Genting said when it designed its luxury retail space, it made sure to pick brands and stores that didn't already exist at the mall in order not to compete.
Looking around, one will notice that every piece of fabric, every sculpture, every hotel room reflects a level of elegance and sophistication Genting believes its clients demand.
Even the public restrooms are pretty, adorned with nature motifs and upscale light fixtures.
There's not a hotel room cheaper than $400 on the property.
Each hotel at the property is unique, each designed by famed American architect Michael Graves.
One of the hotels is named after him, a tribute to his work and aesthetic. Rates at Hotel Michael start at $500 for a deluxe room and go up to $1,000 for a deluxe suite.
At Hotel Michael, the bathroom is awash in marble and includes a half-circle shower that is said to be a replica of the shower Graves designed for his own home.
The wall along the bathtub has retractable doors that open into the living room.
The rooms also feature space-saving furniture pieces, including a vanity table that folds away when not in use and extra desk space with just the pull of a handle.
A burst of color from Miami's pop artist Romero Britto greets visitors at the lobby of the Festive Hotel.
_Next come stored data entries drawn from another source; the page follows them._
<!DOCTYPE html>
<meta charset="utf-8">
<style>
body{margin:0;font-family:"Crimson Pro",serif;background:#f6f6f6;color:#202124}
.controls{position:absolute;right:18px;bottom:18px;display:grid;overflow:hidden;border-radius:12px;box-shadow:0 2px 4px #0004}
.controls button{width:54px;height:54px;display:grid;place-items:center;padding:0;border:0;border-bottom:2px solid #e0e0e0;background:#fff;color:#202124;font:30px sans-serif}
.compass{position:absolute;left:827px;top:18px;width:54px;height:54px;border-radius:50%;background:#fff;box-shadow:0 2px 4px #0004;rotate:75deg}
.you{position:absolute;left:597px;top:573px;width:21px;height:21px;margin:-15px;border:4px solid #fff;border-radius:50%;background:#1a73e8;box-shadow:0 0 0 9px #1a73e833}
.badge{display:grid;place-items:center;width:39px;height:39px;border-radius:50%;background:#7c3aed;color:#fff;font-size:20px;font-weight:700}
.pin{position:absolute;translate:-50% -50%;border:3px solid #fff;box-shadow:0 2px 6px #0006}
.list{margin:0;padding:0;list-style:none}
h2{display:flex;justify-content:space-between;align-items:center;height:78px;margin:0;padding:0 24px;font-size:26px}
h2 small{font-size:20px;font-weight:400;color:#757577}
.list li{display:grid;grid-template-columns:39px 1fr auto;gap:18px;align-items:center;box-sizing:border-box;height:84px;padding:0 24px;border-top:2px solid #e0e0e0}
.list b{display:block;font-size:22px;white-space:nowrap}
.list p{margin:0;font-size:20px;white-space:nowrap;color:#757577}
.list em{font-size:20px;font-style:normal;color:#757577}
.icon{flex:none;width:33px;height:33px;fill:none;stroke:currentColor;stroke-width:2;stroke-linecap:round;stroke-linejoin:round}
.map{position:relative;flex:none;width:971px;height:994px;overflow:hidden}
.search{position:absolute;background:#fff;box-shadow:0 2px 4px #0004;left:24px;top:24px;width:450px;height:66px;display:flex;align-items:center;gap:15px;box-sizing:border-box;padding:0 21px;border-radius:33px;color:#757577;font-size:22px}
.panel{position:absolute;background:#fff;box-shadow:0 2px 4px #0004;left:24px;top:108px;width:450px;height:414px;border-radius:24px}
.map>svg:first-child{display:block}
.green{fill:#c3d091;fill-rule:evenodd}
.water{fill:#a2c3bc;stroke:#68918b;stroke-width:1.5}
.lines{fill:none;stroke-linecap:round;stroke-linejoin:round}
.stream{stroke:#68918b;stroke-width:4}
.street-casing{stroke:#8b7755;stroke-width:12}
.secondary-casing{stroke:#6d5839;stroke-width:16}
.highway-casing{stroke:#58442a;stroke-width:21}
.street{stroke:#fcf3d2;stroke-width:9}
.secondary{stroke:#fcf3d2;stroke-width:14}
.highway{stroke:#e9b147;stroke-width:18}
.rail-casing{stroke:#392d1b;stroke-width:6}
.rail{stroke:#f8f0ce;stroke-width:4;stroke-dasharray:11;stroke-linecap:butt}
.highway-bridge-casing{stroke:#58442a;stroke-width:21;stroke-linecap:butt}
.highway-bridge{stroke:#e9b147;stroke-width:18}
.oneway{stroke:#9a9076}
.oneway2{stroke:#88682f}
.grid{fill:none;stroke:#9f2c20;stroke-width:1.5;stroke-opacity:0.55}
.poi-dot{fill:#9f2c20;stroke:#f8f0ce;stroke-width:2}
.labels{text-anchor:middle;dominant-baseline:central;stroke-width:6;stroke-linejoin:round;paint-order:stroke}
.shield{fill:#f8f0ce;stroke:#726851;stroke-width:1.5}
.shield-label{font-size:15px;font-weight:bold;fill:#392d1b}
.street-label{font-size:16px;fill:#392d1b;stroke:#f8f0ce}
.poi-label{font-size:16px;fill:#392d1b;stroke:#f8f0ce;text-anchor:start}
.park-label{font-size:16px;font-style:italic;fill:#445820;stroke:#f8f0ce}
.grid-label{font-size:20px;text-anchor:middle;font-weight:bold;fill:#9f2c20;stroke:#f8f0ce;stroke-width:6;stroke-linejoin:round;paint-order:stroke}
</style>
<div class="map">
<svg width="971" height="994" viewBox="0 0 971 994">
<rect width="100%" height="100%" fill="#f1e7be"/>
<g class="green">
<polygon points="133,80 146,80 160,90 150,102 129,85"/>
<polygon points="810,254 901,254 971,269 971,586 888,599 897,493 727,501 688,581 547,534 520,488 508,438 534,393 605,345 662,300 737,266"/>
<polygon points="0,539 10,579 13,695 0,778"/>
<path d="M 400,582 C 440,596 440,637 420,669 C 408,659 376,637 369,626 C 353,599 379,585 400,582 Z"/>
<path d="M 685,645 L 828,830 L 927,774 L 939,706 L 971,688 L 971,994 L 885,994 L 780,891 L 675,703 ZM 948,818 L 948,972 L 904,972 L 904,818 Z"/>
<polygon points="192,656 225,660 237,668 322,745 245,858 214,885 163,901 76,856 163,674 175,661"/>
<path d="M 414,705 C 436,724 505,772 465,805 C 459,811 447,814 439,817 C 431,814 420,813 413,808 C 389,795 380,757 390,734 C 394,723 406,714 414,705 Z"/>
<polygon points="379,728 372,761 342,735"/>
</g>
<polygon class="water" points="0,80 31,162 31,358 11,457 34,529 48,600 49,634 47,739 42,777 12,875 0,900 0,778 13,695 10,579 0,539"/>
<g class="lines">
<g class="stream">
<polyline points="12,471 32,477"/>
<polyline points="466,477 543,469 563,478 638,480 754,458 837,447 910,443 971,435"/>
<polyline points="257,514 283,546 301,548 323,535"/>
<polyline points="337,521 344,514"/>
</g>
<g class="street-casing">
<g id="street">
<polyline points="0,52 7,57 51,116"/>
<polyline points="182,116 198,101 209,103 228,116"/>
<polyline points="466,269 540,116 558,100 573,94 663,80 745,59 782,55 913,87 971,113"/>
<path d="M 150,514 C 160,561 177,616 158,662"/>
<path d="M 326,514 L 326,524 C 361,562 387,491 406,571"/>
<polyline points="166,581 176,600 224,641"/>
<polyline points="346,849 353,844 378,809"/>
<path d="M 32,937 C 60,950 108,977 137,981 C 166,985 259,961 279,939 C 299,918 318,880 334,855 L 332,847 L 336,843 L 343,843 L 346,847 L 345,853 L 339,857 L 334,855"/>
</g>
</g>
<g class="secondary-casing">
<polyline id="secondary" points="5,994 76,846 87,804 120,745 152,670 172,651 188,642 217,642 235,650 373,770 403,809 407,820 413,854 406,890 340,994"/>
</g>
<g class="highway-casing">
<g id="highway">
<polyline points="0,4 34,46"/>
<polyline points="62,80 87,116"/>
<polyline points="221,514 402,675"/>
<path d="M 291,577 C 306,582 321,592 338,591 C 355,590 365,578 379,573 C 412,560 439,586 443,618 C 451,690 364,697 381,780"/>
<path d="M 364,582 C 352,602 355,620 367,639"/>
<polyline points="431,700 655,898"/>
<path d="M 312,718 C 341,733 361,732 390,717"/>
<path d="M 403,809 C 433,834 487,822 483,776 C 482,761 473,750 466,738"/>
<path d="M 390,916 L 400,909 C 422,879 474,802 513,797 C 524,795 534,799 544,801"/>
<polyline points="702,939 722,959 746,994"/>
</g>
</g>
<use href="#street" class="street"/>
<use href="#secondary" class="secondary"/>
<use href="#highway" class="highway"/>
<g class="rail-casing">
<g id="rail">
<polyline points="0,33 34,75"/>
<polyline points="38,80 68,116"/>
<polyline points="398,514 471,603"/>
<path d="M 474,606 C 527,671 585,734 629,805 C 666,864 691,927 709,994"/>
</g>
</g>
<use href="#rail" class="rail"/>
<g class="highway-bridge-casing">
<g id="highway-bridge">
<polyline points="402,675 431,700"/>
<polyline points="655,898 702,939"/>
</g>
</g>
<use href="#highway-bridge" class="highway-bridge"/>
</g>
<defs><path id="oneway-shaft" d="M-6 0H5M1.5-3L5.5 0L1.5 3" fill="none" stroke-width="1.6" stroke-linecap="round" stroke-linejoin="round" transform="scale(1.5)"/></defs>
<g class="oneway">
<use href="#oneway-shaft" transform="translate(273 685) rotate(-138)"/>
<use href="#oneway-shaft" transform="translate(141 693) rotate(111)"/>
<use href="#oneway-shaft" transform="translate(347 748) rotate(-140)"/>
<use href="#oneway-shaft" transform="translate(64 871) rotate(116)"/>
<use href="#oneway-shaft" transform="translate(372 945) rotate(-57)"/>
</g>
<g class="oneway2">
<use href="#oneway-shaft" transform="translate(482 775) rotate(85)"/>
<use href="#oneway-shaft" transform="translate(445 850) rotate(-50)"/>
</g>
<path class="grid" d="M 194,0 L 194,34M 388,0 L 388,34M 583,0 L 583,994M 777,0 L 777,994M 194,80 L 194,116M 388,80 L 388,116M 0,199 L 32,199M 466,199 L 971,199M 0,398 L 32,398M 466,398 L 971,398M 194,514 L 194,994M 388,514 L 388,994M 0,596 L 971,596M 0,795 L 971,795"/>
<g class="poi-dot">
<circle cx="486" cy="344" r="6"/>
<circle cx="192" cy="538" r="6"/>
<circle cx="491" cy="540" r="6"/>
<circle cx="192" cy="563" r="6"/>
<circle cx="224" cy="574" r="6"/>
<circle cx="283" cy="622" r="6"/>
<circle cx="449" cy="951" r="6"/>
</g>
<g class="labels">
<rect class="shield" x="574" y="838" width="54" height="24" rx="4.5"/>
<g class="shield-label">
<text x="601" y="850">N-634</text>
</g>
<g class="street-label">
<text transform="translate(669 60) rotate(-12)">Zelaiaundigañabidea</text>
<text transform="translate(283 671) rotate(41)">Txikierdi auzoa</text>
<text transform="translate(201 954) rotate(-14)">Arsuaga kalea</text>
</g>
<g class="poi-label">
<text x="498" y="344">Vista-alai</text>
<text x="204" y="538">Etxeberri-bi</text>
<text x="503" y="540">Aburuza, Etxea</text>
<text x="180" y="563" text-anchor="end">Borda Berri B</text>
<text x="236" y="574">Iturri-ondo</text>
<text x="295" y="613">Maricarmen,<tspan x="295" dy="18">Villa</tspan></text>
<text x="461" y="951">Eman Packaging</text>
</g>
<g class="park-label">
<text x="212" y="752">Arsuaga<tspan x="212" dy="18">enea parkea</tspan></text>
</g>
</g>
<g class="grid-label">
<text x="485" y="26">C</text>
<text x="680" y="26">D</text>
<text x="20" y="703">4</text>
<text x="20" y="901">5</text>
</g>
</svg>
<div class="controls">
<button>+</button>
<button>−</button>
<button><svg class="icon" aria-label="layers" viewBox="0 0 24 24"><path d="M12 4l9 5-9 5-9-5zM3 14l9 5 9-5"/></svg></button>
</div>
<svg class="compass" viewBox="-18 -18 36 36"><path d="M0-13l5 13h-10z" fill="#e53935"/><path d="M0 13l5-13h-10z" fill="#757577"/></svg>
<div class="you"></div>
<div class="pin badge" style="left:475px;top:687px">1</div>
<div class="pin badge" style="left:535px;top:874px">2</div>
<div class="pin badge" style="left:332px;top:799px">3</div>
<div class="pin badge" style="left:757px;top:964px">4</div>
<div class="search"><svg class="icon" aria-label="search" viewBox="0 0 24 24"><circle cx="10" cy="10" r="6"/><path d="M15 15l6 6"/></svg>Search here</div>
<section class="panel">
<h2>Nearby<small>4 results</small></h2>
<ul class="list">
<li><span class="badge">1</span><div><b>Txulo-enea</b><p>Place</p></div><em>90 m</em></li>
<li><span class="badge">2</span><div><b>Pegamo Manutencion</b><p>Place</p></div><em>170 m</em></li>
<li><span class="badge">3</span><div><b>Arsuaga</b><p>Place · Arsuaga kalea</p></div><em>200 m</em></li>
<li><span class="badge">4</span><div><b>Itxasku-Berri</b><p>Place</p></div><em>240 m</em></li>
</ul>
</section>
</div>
This one is geared specifically for families.
Large orchid paintings adorn the ceiling of brightly colored rooms. There is also a loft area for kids, who also get their own welcome packet and kid-sized spa robe and slippers.
The suites include an adjoining room with two twin beds, which could be used by the family's traveling caregiver. Rates start at $400 for a deluxe room and go up to $800 for a deluxe suite.
The Hard Rock Hotel is everything one would think it would be, fun and edgy. A mix of darker colors, such as black and plum, is met with bursts of silver. The rooms have flare; the elevator is adorned with hanging crystals, and each floor showcases memorabilia from a famous artist.
Rates at the Hard Rock start from $450 for a deluxe room and go up to $5,000 for a Rock Star Suite.
The rooms at Crockford's Tower are invitation only. Some guests get their very own butler to help fulfill any need, even draw visitors a bath.
The bathroom's rainfall shower morphs into a steam room with just a touch of a button, and the mirror can double as a television, which is built in. The television only activates when turned on.
The mansion suite at Crockford's includes about 2,000 square feet of living space.
High-rollers traveling with a family might opt to stay at one of the villas. They run up to $12,000 a night but include just about every luxury amenity imaginable, including a private message room and a private courtyard with a pool.
There is also a separate living area for a nanny. That room comes with a twin bed, its own marble bathroom, a small courtyard and direct access to the villa's kitchen.
There is also a convention center on the property. The crown jewel is the 65,000-square-foot column-less ballroom, which can fit more than 6,500 people in what the resort describes as "theater-style seating."
The convention center also has built-in retractable walls, which quietly glide down to divide the space into three separate ballrooms.
There are several pools on the property; one is expansive and includes sandy beaches and boardwalks. It is this feature and the column-less style ballroom that Genting believes it may bring to Miami.
Genting told Local 10 it partnered with local vendors. One row of its so-called Festive Walk features Singaporean restaurants and bakeries.
The plans for Miami don't involve a theme park or attraction at quite the scale of what exists in Singapore. But Genting officials said it is their template in that the focus and feel is "family-friendly," it's upscale, they found ways to compliment not compete with nearby businesses and the casino is out of sight, out of mind.
That was a point articulated by the Smith family from England. They have visited Sentosa Island before and had returned to take advantage of Universal Studios.